La radicalisation des droites françaises se poursuit. Elles forment à marche forcée un bloc néo-réactionnaire avec ou sans le Rassemblement national. À la gauche rassemblée de sortir ce dernier du podium en mettant au centre de la confrontation électorale le logement, le travail, les droits et libertés, la solidarité.
La radicalisation des droites françaises se poursuit par le haut et par le bas. Au Sénat et à l’Assemblée nationale d’une part, sur le terrain du renouvellement des conseils municipaux d’autre part.
La suspension des mesures Borne contre les droits à la retraite a été arrachée à Lecornu le 9 décembre. Désormais, l’Élysée et Matignon entendent faire passer en force toutes leurs coupes budgétaires. Ils veulent imposer une exceptionnalité fiscale renforcée des grands groupes et de leurs grands actionnaires.
La surenchère
Les 121 député·es du Rassemblement national renchérissent toujours. Ils entendent maintenant faire dériver LR, Horizons, le Modem et Renaissance sur la fin des cotisations sociales obligatoires. À la clé, ce serait le clash budgétaire pour les hôpitaux, le logement social et, bien sûr, les retraites.
Les professions de foi communales s’annoncent également radicales. Les priorités de Renaissance, Horizons, le Modem et LR se résument simplement : insécurité, coupe des charges et des emplois municipaux, sélection drastique des associations jusque là reconnues, renforcement des appuis aux Chambres d’agriculture, Chambre des métiers et Chambres de commerce et d’industrie. Les candidats publics ou infiltrés du Rassemblement national n’ont qu’à se pencher pour choisir sur quoi pousser l’extrémisme.
Un bloc néo-réactionnaire en construction
Les droites françaises se soudent ainsi à marche forcée dans un bloc néo-réactionnaire pour tenter de sortir d’une crise de régime multiforme. Un point les départage virtuellement : s’allier ou non avec le Rassemblement national.
La direction des Républicains anticipe la vague RN dans les quatre-cents grandes communes où le RN présente ses propres listes. Le mot d’ordre est de refuser la fusion avec le RN. Renaissance est moins exposée, car le parti de l’Élysée est sans maires sortant·es et ne dispose que de peu de chef·fes de file pour ce 15 mars.
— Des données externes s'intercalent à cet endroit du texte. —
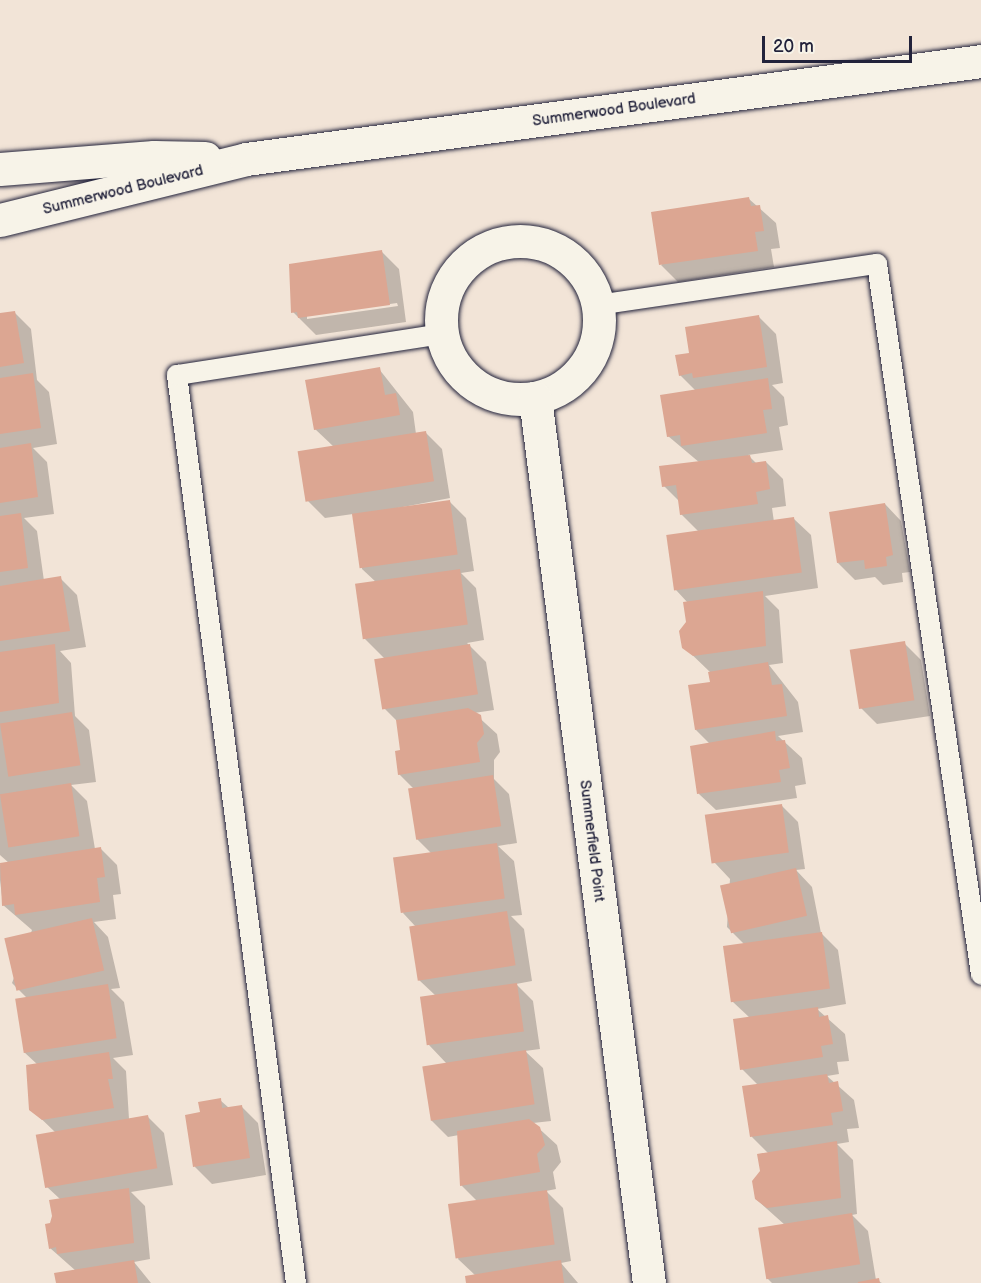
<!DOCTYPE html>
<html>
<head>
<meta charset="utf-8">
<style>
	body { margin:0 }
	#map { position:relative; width:981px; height:1283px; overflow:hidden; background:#f2e4d7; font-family:"Balsamiq Sans",sans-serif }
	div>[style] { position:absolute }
	.shadow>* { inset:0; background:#0003 }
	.building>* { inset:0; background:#dca692; transform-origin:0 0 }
	.roads { filter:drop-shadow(0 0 2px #22223b) drop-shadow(0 0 2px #22223b) }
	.service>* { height:20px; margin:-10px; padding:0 10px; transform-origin:10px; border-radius:10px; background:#f7f3e8 }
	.minor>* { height:33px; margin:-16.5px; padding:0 16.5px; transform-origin:16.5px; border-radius:16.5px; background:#f7f3e8 }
	.minor>.ring { margin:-16.5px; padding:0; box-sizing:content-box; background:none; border:33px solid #f7f3e8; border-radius:50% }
	.tertiary>* { height:33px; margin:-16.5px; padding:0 16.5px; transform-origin:16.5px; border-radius:16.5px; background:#f7f3e8 }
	span { translate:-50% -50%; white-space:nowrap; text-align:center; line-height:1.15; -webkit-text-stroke:4.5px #f7f3e8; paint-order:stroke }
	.street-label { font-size:15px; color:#22223b }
	.scale { position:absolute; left:762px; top:36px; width:150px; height:27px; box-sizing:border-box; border:3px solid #22223b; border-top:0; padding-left:8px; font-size:18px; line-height:21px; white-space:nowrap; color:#22223b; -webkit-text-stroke:4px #f7f3e8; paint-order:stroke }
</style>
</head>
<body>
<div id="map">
	<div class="shadow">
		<div style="clip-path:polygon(749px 199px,776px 223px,780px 248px,771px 249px,774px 267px,678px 282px,661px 265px)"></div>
		<div style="clip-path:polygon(evenodd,382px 252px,399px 269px,406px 322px,316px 335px,293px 312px,382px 252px,397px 303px,398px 306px,307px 319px,307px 316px,397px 303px)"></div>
		<div style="clip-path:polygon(14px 312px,31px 329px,37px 380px,49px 392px,57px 444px,33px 448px,47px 462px,54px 514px,24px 518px,37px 531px,44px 581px,60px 578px,77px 595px,86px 647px,60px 651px,71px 663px,75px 716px,89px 730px,96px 782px,71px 785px,87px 801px,95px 849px,100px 848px,117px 865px,121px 894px,113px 895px,116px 919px,94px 922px,108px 937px,120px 988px,111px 989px,124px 1002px,133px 1055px,113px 1058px,126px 1071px,129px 1119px,147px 1116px,164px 1133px,173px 1185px,131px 1192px,145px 1206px,150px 1259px,134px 1262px,151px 1283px,57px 1283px,76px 1271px,50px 1248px,51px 1224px,60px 1199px,46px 1186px,55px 1132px,31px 1109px,38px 1065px,24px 1052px,27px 998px,12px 983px,32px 930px,3px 905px,0 880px,0 865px,9px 863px,0 855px,0 315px)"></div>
		<div style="clip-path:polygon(759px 317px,776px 334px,783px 383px,772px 385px,784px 397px,788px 425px,779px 427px,783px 450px,748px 455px,757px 464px,766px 462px,783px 479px,786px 506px,772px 508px,774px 522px,794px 519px,811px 535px,818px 588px,765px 596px,779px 610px,783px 663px,769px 665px,798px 702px,803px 732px,778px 736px,802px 758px,806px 784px,795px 786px,797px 798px,716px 810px,699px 794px,710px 744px,696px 730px,711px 683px,710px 672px,684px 647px,688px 603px,676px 590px,700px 533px,681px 514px,680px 502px,664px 486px,700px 463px,668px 436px,696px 391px,680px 375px,691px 354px)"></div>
		<div style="clip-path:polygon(379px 369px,413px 412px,416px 434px,425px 432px,442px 449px,450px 498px,361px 515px,449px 501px,466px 518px,474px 571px,461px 573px,476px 588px,484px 640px,467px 643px,486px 662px,494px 710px,474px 713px,497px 734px,500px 752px,494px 760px,494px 779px,509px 794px,517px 843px,498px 846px,514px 861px,522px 915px,511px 916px,524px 929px,532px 981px,516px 984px,533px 1001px,540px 1049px,525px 1051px,543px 1068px,551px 1121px,533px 1123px,557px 1145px,561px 1162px,553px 1172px,556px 1189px,546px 1191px,563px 1208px,571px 1261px,561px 1263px,578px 1283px,467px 1283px,476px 1276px,458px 1259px,478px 1202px,461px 1185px,459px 1135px,448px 1137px,431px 1120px,447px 1064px,429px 1045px,436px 996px,419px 980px,416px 927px,403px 913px,432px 854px,417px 839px,414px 789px,399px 774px,402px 751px,398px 722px,383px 707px,384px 658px,365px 639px,377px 583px,362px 569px,353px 514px,325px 518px,308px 501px,334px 447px,315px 429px)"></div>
		<div style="clip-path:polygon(885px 504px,901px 521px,910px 572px,902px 573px,903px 582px,883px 585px,875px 577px,855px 580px,838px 563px)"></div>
		<div style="clip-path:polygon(904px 643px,921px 660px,930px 716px,877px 724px,860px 707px)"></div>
		<div style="clip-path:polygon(781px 805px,798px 822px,805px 869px,796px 870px,812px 887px,821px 933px,838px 950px,846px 1004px,817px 1009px,845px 1034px,849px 1061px,837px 1062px,839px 1074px,827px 1076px,854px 1100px,859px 1128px,847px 1129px,849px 1142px,837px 1144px,853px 1160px,857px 1214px,852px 1215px,868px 1231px,876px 1280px,882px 1283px,772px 1283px,767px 1278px,785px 1225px,756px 1199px,769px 1154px,752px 1137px,758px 1085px,742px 1069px,750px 1018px,733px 1002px,745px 945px,727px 927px,730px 879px,714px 862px)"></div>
		<div style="clip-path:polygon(220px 1100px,229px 1108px,241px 1106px,258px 1123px,266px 1175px,212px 1184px,195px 1167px,201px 1114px)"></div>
	</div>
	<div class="building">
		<div style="clip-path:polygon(749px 197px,751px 206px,760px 205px,764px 231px,755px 232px,758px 251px,659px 265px,651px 212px)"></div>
		<div style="clip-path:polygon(382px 250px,390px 305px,298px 318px,297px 312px,291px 313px,289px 264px)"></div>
		<div style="clip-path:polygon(15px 311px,24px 363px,0 367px,0 313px)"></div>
		<div style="clip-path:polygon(759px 315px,767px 367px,693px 378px,692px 373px,679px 376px,675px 355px,689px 353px,685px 327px)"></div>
		<div style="clip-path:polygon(380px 367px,385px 395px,396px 393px,400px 415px,314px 430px,305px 380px)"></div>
		<div style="clip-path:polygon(33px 373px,41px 428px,0 434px,0 378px)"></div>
		<div style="clip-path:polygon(768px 378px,772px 409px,763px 410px,767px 433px,681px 446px,680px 435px,667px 437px,660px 395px)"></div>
		<div style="left:426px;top:431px;width:51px;height:130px;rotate:81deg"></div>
		<div style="clip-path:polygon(31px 443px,38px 497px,0 503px,0 448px)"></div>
		<div style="clip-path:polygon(750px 455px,752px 463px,766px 461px,770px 489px,756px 492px,758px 504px,680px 515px,676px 485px,662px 487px,659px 466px)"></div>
		<div style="left:450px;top:500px;width:55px;height:99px;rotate:82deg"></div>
		<div style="clip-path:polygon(885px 503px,893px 555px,886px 557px,887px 566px,865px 569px,864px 560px,837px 563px,829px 512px)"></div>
		<div style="clip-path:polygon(21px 513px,28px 568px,0 572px,0 516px)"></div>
		<div style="left:794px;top:517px;width:56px;height:129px;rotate:82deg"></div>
		<div style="left:460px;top:569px;width:56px;height:106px;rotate:82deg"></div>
		<div style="clip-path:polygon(61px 576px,70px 631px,0 641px,0 586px)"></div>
		<div style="clip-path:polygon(763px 591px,766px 646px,693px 656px,682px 648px,679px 631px,686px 622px,683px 602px)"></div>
		<div style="left:905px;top:641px;width:60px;height:56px;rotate:81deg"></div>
		<div style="clip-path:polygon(55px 644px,59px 703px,0 712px,0 652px)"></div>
		<div style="left:470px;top:644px;width:51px;height:97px;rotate:81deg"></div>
		<div style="clip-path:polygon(768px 662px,772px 685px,782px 684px,787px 716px,695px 730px,688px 685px,710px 682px,708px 672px)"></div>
		<div style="clip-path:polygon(468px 708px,481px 715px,484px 734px,477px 743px,480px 762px,398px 775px,395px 751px,400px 750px,396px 720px)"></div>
		<div style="left:72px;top:712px;width:54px;height:73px;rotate:81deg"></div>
		<div style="clip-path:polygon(775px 731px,776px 741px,785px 740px,790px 768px,779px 770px,781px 782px,697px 794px,690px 746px)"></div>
		<div style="left:493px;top:775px;width:52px;height:86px;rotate:81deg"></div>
		<div style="left:71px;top:783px;width:54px;height:72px;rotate:81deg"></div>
		<div style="left:782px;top:804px;width:49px;height:78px;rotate:82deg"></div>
		<div style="left:497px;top:843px;width:56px;height:105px;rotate:82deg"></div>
		<div style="clip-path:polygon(101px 847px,105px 877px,97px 878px,100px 902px,15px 915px,14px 904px,2px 906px,0 863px)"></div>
		<div style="left:796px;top:868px;width:49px;height:78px;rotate:77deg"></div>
		<div style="left:507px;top:911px;width:55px;height:99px;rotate:81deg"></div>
		<div style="left:92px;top:918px;width:54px;height:90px;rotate:77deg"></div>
		<div style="left:822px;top:932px;width:57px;height:100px;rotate:82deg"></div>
		<div style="left:517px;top:983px;width:49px;height:98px;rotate:82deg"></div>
		<div style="left:108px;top:984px;width:55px;height:94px;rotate:81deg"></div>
		<div style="clip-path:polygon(818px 1007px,819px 1017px,828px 1015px,833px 1044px,821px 1046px,823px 1057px,740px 1070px,733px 1019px)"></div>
		<div style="left:526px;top:1050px;width:55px;height:105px;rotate:81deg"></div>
		<div style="clip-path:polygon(109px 1052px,113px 1079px,108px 1079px,114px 1108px,42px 1120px,29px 1110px,26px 1065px)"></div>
		<div style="clip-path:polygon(827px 1074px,829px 1083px,838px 1081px,843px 1111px,831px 1113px,833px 1125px,750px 1137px,742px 1086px)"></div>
		<div style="clip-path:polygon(221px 1098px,222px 1108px,242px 1105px,250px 1158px,193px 1167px,185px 1115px,200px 1112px,198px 1102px)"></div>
		<div style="left:148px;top:1115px;width:54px;height:114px;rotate:80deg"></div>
		<div style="clip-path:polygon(529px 1119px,540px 1127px,545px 1145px,537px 1154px,540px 1172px,460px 1186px,457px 1131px)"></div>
		<div style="clip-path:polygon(837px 1141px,841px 1198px,767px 1208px,755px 1199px,752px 1181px,760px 1171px,757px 1154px)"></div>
		<div style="clip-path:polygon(129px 1188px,134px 1243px,57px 1254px,56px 1247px,49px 1249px,45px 1224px,50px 1223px,52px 1216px,49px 1200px)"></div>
		<div style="left:547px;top:1190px;width:55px;height:100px;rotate:82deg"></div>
		<div style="left:852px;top:1213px;width:52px;height:95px;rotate:81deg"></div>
		<div style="clip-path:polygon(134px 1260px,138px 1283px,56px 1283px,54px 1273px)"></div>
		<div style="clip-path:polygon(561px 1260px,564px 1283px,466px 1283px,465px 1276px)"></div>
		<div style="clip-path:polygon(879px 1278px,880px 1283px,858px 1283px,858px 1282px)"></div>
	</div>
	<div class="roads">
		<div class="service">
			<div style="left:598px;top:305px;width:282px;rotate:-8.4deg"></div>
			<div style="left:877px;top:264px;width:718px;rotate:81.67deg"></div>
			<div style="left:296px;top:1283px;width:916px;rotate:-97.47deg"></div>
			<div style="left:177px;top:375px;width:267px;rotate:-8.8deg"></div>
		</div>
		<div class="minor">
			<div class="ring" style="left:441px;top:241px;width:125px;height:125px"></div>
			<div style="left:535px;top:398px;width:892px;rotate:82.66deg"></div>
		</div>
		<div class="tertiary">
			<div style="left:0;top:169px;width:154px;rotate:-4.5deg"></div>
			<div style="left:154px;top:157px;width:51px;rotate:1.1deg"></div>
			<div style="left:0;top:220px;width:253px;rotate:-13.9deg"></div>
			<div style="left:246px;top:159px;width:742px;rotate:-7.59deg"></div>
		</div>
	</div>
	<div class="street-label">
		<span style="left:614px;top:110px;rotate:-8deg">Summerwood Boulevard</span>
		<span style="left:123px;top:190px;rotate:-14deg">Summerwood Boulevard</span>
		<span style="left:592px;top:841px;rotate:83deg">Summerfield Point</span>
	</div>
	<div class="scale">20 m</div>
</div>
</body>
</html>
Le clivage est net en revanche si l’observation descend au niveau des cadres de base de ces partis et des sondé·es se déclarant proches ou des Républicains, ou de Renaissance. Ceux-là s’avouent pressés de passer alliance avec le Rassemblement national. Ceux-ci restent hostiles au parti du clan Le Pen. Le baromètre d’opinions – suivi depuis 2002 par Le Monde – est sidérant sur la percée des régressions identitaires à droite (voir Le Monde du mardi 13 janvier).
Les médias privés – sous pilotage de Bolloré et de Stierlin – mettent en outre en scène un Rassemblement national « aux portes du pouvoir ». Cette anticipation vaut chez eux désir de réalisation. De fait, le record historique de Le Pen au premier tour de la dernière élection présidentielle a été enfoncé il y a un an et demi. Les candidats RN et LR ralliés ont recueilli 2,5 millions de voix supplémentaires, le 30 juin 2024. L’accident est donc plus que jamais possible.
La responsabilité de la gauche rassemblée
En effet, l’absence d’assemblées citoyennes du NFP a créé un vide à gauche. Les confrontations à l’Assemblée nationale, uniquement relayées par les communicants des partis, sont opaques. Les manoeuvres qui découlent des ambitions présidentielles de Mélenchon et de Hollande emplissent par conséquent ce vide de la gauche. Dès lors, les quatre partis du cartel Nouveau Front populaire se résignent à une terrible fragmentation au moment de constituer les listes communales.
Le 26 février est la date limite de dépôt des listes en préfectures. Six grosses semaines sont à mettre à profit pour fusionner ces listes de gauche actuellement concurrentes, jusqu’à trois voire quatre campagnes rivales selon les villes et les villages.
Sortir de l’ornière est impératif : l’élection de mars est d’évidence polarisée par l’hostilité toujours croissante envers l’Élysée. Cette tendance de fond accentue la passivité politique en même temps qu’elle place au centre de la vie politique le parti de la haine, le parti des Le Pen.
À la gauche rassemblée de sortir le Rassemblement national du podium en mettant au centre de la confrontation électorale le logement, le travail, les droits et libertés, la solidarité. Rien n’est impossible.